Salford: Jackson Hastings

Who else was it going to be? He arrived in 2018 and steered Salford well away from relegation before producing miracles in 2019. The eventual Man of Steel winner did the unthinkable and led the Red Devils all the way to the Grand Final where they gave it a really good go against league leaders St Helens. Arguably the best player in the league right now, he worked wonders for Salford and gave their supporters memories that will last a lifetime.

St Helens: Alex Walmsley

I imagine very few people raised an eyebrow when Alex Walmsley switched from Batley to St Helens. However, eight years later he’s gone on to be the best prop in Super League over the last few years and a three-time Super League Champion. He’s been the backbone of St Helens’ recent success and if the Saints do win three titles in a row you know he’ll be at the heart of it.

Wakefield: David Fifita

It’s no coincidence that Fifita’s arrival in West Yorkshire coincided with Wakefield’s best period in Super League. After scraping to survival thanks to a Million Pound Game win over Bradford, Trinity finished in the top six for three consecutive seasons from 2016 to 2018 on the back of his power down the middle of the field. Few forwards are as explosive as the big prop and few lift their team like he does.

Warrington: Daryl Clark

When Clark signed for Warrington having only just won the Man of Steel at Castleford, it was a major deal and there were plenty of doubters who believed the pacey hooker would struggle at the Halliwell Jones. How wrong they were. He’s gone onto become one of the league’s best number nines thanks to his intelligence, skill and his raw speed which allows him to tear defences apart down the middle of the field.

Wigan: John Bateman

Bateman arrived at Wigan having impressed at Odsal despite Bradford’s financial struggles.

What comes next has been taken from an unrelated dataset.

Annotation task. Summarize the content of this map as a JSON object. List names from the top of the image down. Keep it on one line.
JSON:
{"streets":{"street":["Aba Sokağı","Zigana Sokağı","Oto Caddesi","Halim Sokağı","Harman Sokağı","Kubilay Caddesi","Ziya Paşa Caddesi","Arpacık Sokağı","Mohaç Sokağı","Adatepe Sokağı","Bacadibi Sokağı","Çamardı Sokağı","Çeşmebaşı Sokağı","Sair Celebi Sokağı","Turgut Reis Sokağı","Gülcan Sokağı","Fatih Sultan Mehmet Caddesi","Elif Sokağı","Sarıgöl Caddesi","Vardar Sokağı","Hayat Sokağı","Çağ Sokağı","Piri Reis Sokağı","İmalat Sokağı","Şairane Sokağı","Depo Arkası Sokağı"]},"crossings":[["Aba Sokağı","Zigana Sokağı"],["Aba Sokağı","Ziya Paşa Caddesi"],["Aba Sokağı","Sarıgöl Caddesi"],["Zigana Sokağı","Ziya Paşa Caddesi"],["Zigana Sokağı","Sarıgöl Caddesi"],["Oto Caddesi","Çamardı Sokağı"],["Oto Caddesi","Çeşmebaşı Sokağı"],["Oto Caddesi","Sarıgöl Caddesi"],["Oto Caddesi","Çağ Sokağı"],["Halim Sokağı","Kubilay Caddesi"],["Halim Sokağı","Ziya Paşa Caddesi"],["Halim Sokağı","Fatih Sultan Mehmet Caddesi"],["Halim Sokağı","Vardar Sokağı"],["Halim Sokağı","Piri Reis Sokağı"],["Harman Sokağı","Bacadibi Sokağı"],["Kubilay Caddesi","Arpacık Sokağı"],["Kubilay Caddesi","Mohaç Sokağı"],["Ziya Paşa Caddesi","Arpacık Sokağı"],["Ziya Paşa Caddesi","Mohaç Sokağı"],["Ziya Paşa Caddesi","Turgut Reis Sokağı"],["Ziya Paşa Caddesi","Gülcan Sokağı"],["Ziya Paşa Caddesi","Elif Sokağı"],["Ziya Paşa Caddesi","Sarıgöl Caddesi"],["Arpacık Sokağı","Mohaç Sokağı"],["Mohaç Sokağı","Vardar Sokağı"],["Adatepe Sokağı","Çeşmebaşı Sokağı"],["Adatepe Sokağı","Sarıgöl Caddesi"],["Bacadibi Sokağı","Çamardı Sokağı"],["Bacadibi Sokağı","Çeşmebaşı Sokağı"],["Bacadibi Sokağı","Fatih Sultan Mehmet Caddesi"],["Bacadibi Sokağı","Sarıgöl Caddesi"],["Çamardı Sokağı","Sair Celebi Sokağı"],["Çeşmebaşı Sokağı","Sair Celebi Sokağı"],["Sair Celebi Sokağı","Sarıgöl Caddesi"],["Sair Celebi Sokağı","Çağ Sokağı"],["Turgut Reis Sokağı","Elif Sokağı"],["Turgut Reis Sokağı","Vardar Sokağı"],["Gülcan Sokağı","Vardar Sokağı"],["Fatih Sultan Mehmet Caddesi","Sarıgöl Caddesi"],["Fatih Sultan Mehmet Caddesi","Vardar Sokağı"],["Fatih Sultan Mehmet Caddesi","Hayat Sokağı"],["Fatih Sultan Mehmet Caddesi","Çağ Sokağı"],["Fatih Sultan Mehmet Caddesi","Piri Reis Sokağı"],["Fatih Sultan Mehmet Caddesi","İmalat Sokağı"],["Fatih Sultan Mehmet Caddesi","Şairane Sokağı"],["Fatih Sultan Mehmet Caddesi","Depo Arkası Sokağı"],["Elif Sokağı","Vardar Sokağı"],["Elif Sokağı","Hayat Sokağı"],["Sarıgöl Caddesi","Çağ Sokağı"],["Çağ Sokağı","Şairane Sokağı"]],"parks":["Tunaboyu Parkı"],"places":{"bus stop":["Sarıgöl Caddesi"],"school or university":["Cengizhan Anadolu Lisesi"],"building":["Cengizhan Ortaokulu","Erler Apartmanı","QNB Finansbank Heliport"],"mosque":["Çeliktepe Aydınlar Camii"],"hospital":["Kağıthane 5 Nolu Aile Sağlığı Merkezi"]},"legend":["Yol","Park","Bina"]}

He quickly kicked on at the DW Stadium thanks to his grit and physicality which saw him go toe-to-toe with the likes of Jamie Peacock. He gradually got better and better matching his power with skill as he took Wigan to the 2016 and 2018 titles before leaving to Canberra where he continued to impress. Now back at Wigan, you fancy if the Warriors are going to get back on top, he’ll be at the heart of it.